- The Wikimedia principles [1] require all projects to be public domain, CC-BY or CC-BY-SA.
- The Cloud Services ToU [2] requires all hosted content to comply with the Wikimedia licensing policy [3] which requires all content to be under a free license, with very limited exceptions (which were meant to only apply to media files, although that's not stated explicitly). Note that it also requires an explicit copyright policy, which Wikispore does not have, so we don't allow non-free files either, at least for now.
- In practice, different licences means text cannot be combined and the provenance of text must be strictly tracked. That might make sense for a Wikisource-type use case but not much else.
- The rules of using content placed by its author under a free license are identical across all jurisdictions. Fair use and similar exceptions which allow content to be used without the author's permission are very much not. They also tend to be unclear (see e.g. the four-factor fair use test [4] used in US law). That creates legal risk for the people operating the servers.
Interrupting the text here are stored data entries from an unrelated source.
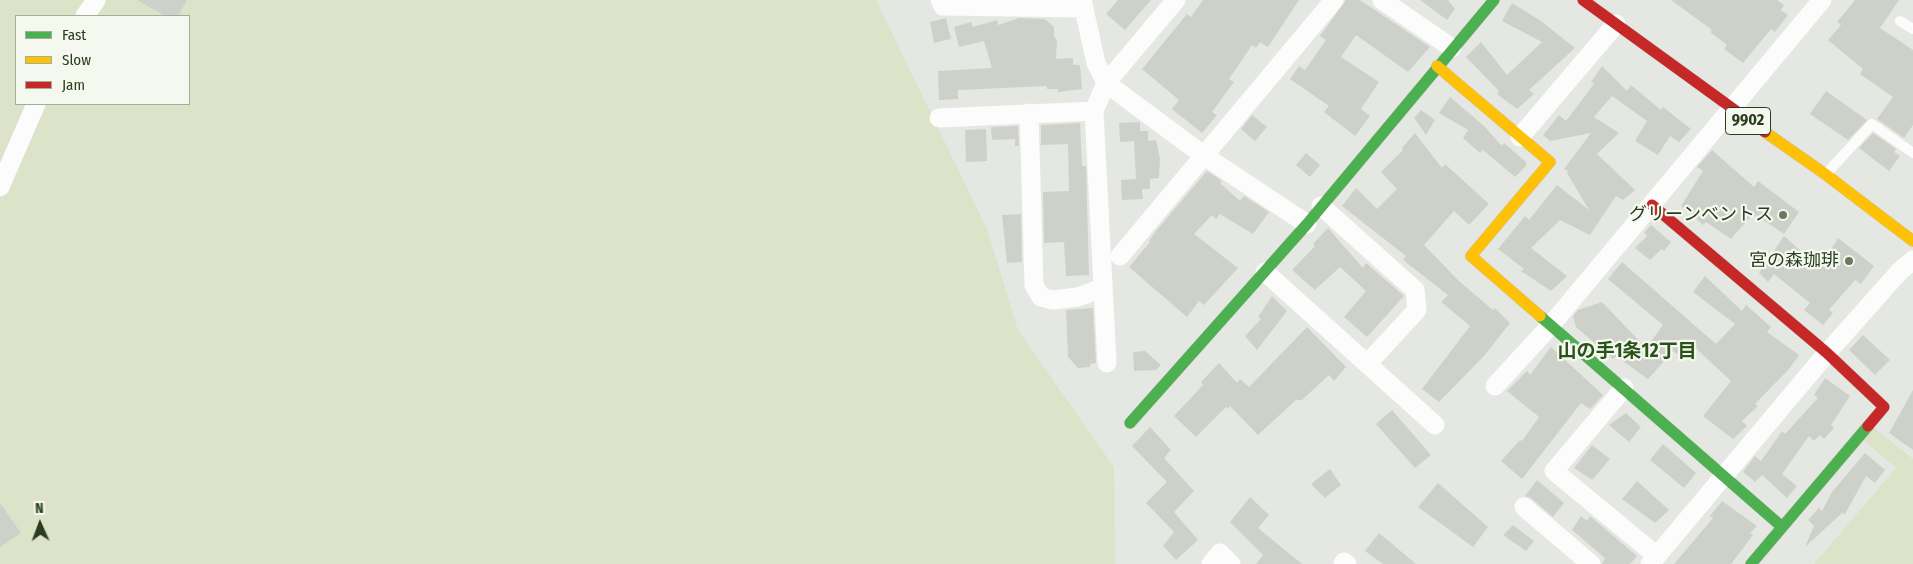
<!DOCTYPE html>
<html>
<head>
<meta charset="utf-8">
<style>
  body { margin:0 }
  #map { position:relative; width:1913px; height:564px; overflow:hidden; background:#e5e8e2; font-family:"Fira Sans Condensed",sans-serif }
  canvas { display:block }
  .legend { position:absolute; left:15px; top:15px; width:175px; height:90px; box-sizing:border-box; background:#f4f8ef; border:1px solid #a3ad9b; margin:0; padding:6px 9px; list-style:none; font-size:15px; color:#293d1e }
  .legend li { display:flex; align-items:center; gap:10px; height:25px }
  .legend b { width:25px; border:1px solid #a3ad9b }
  .north { position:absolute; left:15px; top:499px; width:50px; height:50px; -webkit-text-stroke:4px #f4f8ef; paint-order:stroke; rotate:358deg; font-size:14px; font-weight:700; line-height:20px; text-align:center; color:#293d1e }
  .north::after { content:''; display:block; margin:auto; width:18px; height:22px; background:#293d1e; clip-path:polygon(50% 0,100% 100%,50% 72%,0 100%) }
</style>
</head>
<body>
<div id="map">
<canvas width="1913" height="564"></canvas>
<ul class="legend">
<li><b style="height:6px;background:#4caf50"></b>Fast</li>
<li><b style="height:6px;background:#ffc107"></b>Slow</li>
<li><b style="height:6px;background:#c62828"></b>Jam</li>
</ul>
<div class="north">N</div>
</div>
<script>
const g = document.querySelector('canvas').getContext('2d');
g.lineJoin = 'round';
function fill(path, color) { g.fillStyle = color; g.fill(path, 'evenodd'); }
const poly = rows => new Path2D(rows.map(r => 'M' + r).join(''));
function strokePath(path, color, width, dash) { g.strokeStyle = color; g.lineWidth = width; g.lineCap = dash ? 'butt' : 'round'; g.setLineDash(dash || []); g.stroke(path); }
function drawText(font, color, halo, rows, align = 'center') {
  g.font = font + ' "Fira Sans Condensed","Noto Sans JP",sans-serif'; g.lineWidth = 4.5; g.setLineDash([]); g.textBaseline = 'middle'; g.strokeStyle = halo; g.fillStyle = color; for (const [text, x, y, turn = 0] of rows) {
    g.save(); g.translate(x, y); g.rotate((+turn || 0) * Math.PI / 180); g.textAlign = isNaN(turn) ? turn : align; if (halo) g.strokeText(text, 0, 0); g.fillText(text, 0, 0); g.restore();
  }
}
fill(poly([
  [0,0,876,0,987,229,1018,330,1114,467,1115,564,0,564],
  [16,16,189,16,189,104,16,104],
  [1873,427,1913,459,1913,564,1814,564,1896,468,1862,439]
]), '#dde3c9');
fill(poly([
  [137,0,187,0,178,16,165,16],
  [1118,0,1151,0,1125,30,1106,14],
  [1203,0,1299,0,1268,47,1260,42,1256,48,1252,45,1229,79,1234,82,1212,112,1217,115,1202,133,1172,109,1179,100,1142,69,1187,14,1191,17],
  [1346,0,1360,0,1430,47,1408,72,1356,35,1341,57,1379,82,1361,109,1370,116,1355,136,1324,112,1329,106,1290,79,1299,66,1305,70,1326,40,1320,36],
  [1420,0,1448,0,1455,9,1447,20],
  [1671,0,1777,0,1784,5,1781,10,1788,15,1775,32,1771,29,1743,63,1724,49,1727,45,1710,32,1712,30],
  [1855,0,1899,0,1880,28,1913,50,1913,125,1904,138,1877,119,1893,97,1860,74,1863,69,1828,40,1841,25,1837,22],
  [1512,3,1541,21,1575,48,1529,90,1534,94,1517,109,1497,94,1499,91,1466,57,1481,42,1507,75,1542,42,1502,21],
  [946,18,951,39,934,43,930,22],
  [1019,18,1045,19,1054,27,1054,36,1057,40,1056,59,1073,58,1073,65,1080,65,1082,89,1058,92,1058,89,1047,89,1047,86,958,90,958,99,939,100,938,71,992,68,984,41,959,47,954,27,971,22,973,27,997,20,998,25],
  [1602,66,1627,91,1631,85,1661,110,1663,107,1691,129,1679,142,1670,136,1658,155,1635,141,1647,121,1612,96,1594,117,1619,133,1597,154,1635,190,1623,200,1616,196,1590,235,1560,220,1531,248,1567,276,1551,291,1521,271,1524,269,1498,249,1525,216,1529,220,1557,185,1589,210,1567,173,1568,171,1564,169,1591,133,1550,141,1543,135,1559,115,1566,121,1594,84,1591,82],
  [1826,91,1867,120,1848,140,1810,114],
  [1450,97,1484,126,1502,146,1504,143,1526,162,1526,166,1515,177,1483,150,1480,153,1463,138,1468,130,1439,113],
  [1421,110,1435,120,1426,135,1414,118],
  [1252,115,1267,127,1255,141,1241,129],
  [1140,122,1140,131,1148,131,1148,141,1156,140,1160,159,1159,178,1150,179,1150,189,1142,189,1143,199,1122,200,1121,180,1136,179,1134,141,1120,142,1119,123],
  [1080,123,1082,166,1086,166,1089,275,1066,276,1064,242,1044,243,1043,192,1069,191,1068,144,1041,145,1041,125],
  [1018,126,1019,146,1015,146,1015,139,992,140,991,127],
  [986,129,987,161,966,162,965,130],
  [1415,133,1442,168,1445,164,1489,204,1469,225,1454,211,1424,245,1459,281,1493,310,1495,308,1510,323,1484,356,1439,402,1422,389,1470,326,1441,302,1448,295,1403,260,1406,256,1342,206,1356,188,1377,209,1397,189,1381,172,1403,150,1402,148],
  [1873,133,1896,149,1894,152,1900,156,1889,171,1859,148],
  [1712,150,1754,187,1758,181,1799,212,1784,234,1756,215,1755,217,1752,215,1731,239,1706,222,1703,225,1681,206,1703,171,1697,167],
  [1306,153,1320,165,1310,177,1296,165],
  [1207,171,1222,181,1220,183,1240,201,1244,196,1269,212,1253,234,1220,214,1216,219,1212,215,1194,234,1238,268,1204,305,1199,301,1187,317,1129,267,1150,242,1149,241,1156,231],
  [1021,214,1022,262,1007,263,1002,215],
  [1651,225,1671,242,1664,251,1662,249,1650,260,1635,248,1647,236,1644,233],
  [1328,228,1363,268,1366,263,1404,296,1367,337,1344,317,1366,291,1340,267,1315,290,1292,270,1315,246,1313,244],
  [1784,236,1820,268,1838,238,1874,266,1861,284,1855,280,1829,310,1833,313,1823,325,1804,310,1810,303,1774,274,1768,282,1759,273],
  [1622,262,1716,344,1735,324,1693,292,1705,276,1742,311,1746,305,1771,327,1767,332,1799,355,1789,369,1755,404,1758,406,1742,421,1747,426,1733,439,1703,416,1731,381,1688,341,1677,354,1673,351,1648,379,1616,356,1613,359,1576,327,1573,316,1578,310,1602,302,1646,348,1663,325,1608,279],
  [1272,296,1287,311,1257,350,1245,336,1261,319,1258,317],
  [1093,308,1096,363,1090,364,1090,367,1078,368,1068,357,1066,310],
  [1307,327,1346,367,1334,381,1329,375,1302,400,1296,400,1258,435,1230,406,1228,409,1226,407,1196,437,1174,416,1203,385,1201,382,1219,363,1237,383,1240,379,1249,387],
  [1863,335,1890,360,1875,375,1849,350],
  [1551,347,1603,395,1590,409,1581,403,1522,479,1501,461,1520,440,1522,441,1539,417,1507,391,1527,371,1530,375],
  [1145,351,1161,365,1156,370,1134,371,1133,352],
  [1825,378,1850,396,1831,425,1834,428,1824,439,1820,435,1814,441,1809,436,1782,474,1797,486,1787,498,1762,475,1755,482,1743,472,1755,456,1761,461,1782,431,1785,434,1818,398,1814,395],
  [1913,390,1913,450,1889,433],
  [1392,410,1431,455,1415,468,1376,424],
  [1626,413,1641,427,1629,442,1609,425],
  [1150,427,1171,450,1164,458,1194,491,1174,512,1198,540,1176,560,1163,546,1174,532,1146,503,1167,482,1132,446],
  [1663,444,1696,473,1684,488,1650,460],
  [1592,445,1610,459,1592,480,1574,468],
  [1865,453,1885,470,1875,483,1866,476,1845,514,1842,513,1805,547,1814,526,1808,520,1819,508,1822,511,1832,492],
  [1330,469,1341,485,1325,498,1311,484],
  [1537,480,1564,503,1553,517,1531,498,1525,496],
  [1637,481,1669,510,1655,523,1622,499],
  [1438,483,1488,527,1473,547,1418,507],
  [1250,497,1269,515,1258,528,1302,564,1256,564,1263,555,1230,522],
  [1722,501,1757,526,1750,533,1753,535,1731,564,1674,564,1713,518,1710,516],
  [0,503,21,533,0,547],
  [1581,516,1587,521,1590,516,1637,556,1630,564,1602,564,1605,558,1572,530],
  [1513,525,1534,541,1526,551,1503,535],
  [1379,533,1416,564,1383,564,1365,551]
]), '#ced1ca');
const fast = poly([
  [1540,316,1781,526],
  [1130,423,1307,224,1494,0],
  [1751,564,1868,426]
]);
const slow = poly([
  [1437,66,1550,162,1471,256,1540,316],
  [1765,132,1825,174,1913,241]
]);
const jam = poly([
  [1583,0,1765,132],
  [1652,205,1827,353,1884,407,1868,426]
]);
strokePath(fast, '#c3c8bd', 12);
strokePath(slow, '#c3c8bd', 12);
strokePath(jam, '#c3c8bd', 12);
strokePath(poly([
  [1900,21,1913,29],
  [1826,174,1872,124,1913,153]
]), '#fbfcfb', 10);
strokePath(poly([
  [940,0,943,6,1084,8],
  [1082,0,1096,63,1106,83,1094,111,1107,363],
  [1176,0,1106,83,1203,155,1307,224],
  [1382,0,1452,48],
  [85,16,96,0],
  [1029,113,1034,285,1041,297,1053,300,1078,297,1103,288],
  [939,118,1094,111],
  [1520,137,1616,24],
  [0,187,36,104],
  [1321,206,1415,290,1417,310,1367,364],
  [1120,256,1334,0],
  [1265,272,1435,425],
  [1495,386,1551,325,1822,0],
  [1624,388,1554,471,1657,556],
  [1524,507,1591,564],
  [1211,564,1220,553,1231,564],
  [1343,564,1344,562,1347,564],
  [1650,564,1827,353,1899,272,1913,260]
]), '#fbfcfb', 19);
strokePath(fast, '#4caf50', 11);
strokePath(slow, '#ffc107', 11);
strokePath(jam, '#c62828', 11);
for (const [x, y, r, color] of [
  [1783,215,5,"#6b7963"],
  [1849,261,5,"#6b7963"]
]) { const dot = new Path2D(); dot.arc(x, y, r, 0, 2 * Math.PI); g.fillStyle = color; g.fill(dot); strokePath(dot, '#f4f8ef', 2); }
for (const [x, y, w] of [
  [1748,121,45]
]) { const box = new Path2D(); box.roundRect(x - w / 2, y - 13.5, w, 27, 4); g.fillStyle = '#f4f8ef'; g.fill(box); strokePath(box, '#293d1e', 1); }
drawText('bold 16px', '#293d1e', null, [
  ["9902",1748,121]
]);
drawText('18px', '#293d1e', '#f4f8ef', [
  ["グリーンベントス",1773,215],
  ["宮の森珈琲",1839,261]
], 'right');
drawText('bold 19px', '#2a5118', '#f4f8ef', [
  ["山の手1条12丁目",1627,352]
]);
</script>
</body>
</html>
[1] https://meta.wikimedia.org/wiki/Founding_principles
[2] https://wikitech.wikimedia.org/wiki/Wikitech:Cloud_Services_Terms_of_use#What_uses_of_Cloud_Services_do_we_not_like?
[3] https://foundation.wikimedia.org/wiki/Resolution:Licensing_policy
[4] https://fairuse.stanford.edu/overview/fair-use/four-factors/

On Sat, Aug 15, 2020 at 2:41 PM Željko Blaće <zblace@mi2.hr> wrote:
If not what is alternative?

Finding another (non-Wikimedia) wiki, I suppose?